Berdasarkan data mingguan per 22 Juni 2026, harga minyak mentah jenis WTI melandai ke angka 70,03 dolar AS per barel. Sementara minyak mentah jenis Brent berada di posisi 73,45 dolar AS per barel. Jika dibandingkan dengan titik puncak tertingginya sepanjang tahun ini yang sempat menyentuh level fantastis 114,44 dolar AS per barel pada 1 Mei 2026, harga minyak Brent telah mengalami penurunan tajam sekitar 35,82%.
Meredanya kekhawatiran pasar terhadap intensitas konflik di Timur Tengah serta dibukanya kembali jalur-jalur perdagangan utama secara bertahap menjadi katalis di balik koreksi harga yang cukup masif ini.

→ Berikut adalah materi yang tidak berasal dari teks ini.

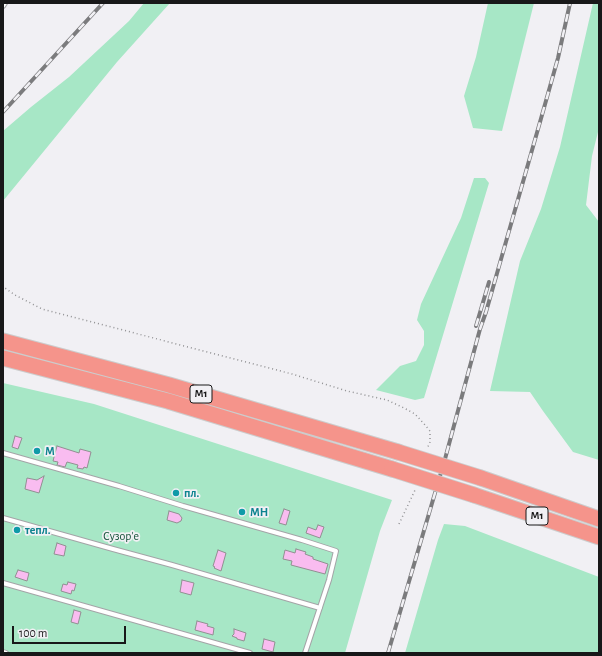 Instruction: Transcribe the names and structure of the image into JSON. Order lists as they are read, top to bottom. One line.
{"streets":{"highway":["М1"]},"parks":["Сузорʼе"],"places":["М","пл.","МН","тепл."],"scale_bar":"100 m"} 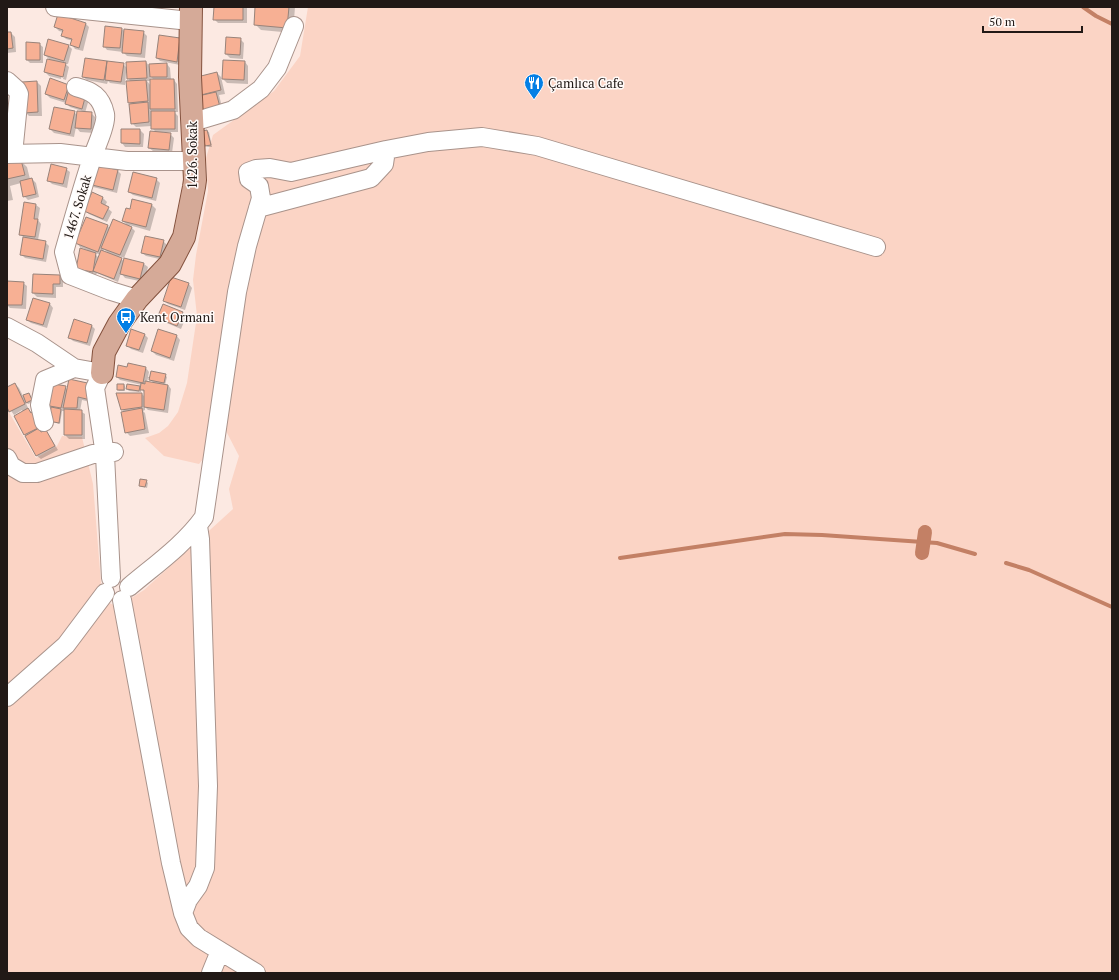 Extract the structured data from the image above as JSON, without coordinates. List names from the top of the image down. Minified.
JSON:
{"streets":{"main road":["1426. Sokak"],"street":["1467. Sokak"]},"crossings":[["1426. Sokak","1467. Sokak"]],"places":{"restaurant":["Çamlıca Cafe"],"bus stop":["Kent Ormani"]},"scale_bar":"50 m"} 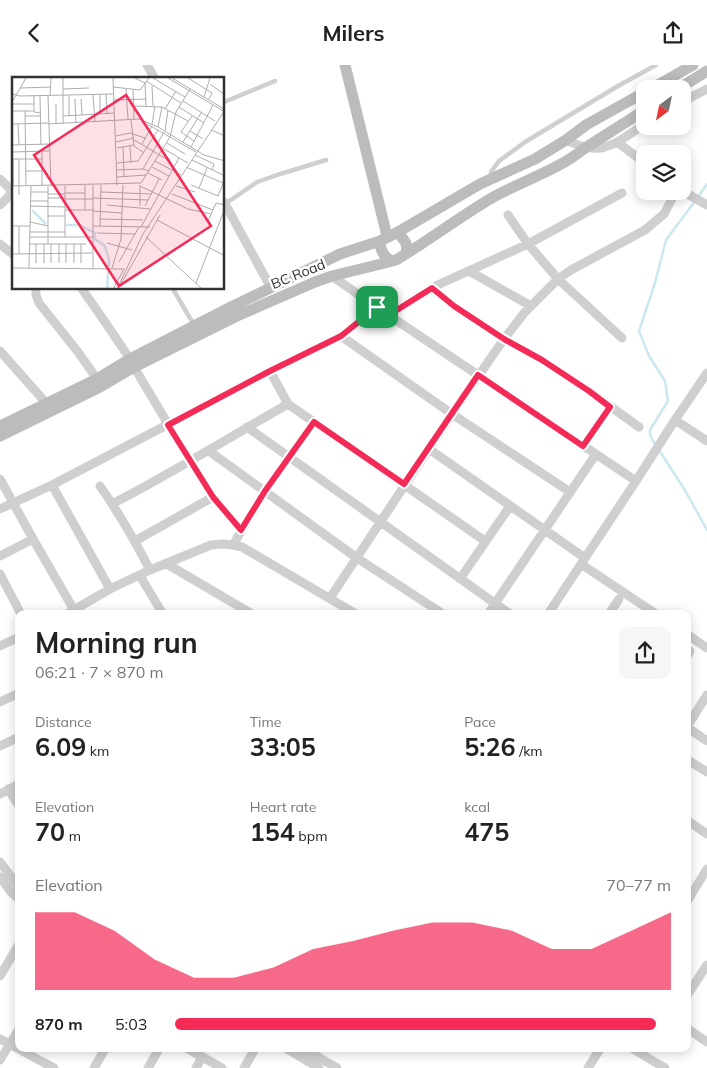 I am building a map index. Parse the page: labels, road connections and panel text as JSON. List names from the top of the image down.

Penurunan tajam minyak dunia menjadi titik balik dari volatilitas ekstrem yang terjadi pasca-pecahnya serangan Amerika Serikat ke Iran awal tahun ini. Konflik geopolitik tersebut melumpuhkan Selat Hormuz, jalur urat nadi perdagangan minyak dunia yang memicu kelangkaan pasok global secara mendadak.
Hambatan logistik dan lonjakan biaya asuransi pengiriman kapal tanker sempat mendorong kenaikan harga minyak hingga lebih dari 40% dalam waktu singkat, menciptakan efek domino yang memaksa banyak negara menaikkan harga BBM di tingkat konsumen. Kini, seiring dengan meredanya ketegangan militer dan normalisasi arus logistik laut, premi risiko perang yang sebelumnya mengerek harga minyak perlahan mulai kembali ke harga semula.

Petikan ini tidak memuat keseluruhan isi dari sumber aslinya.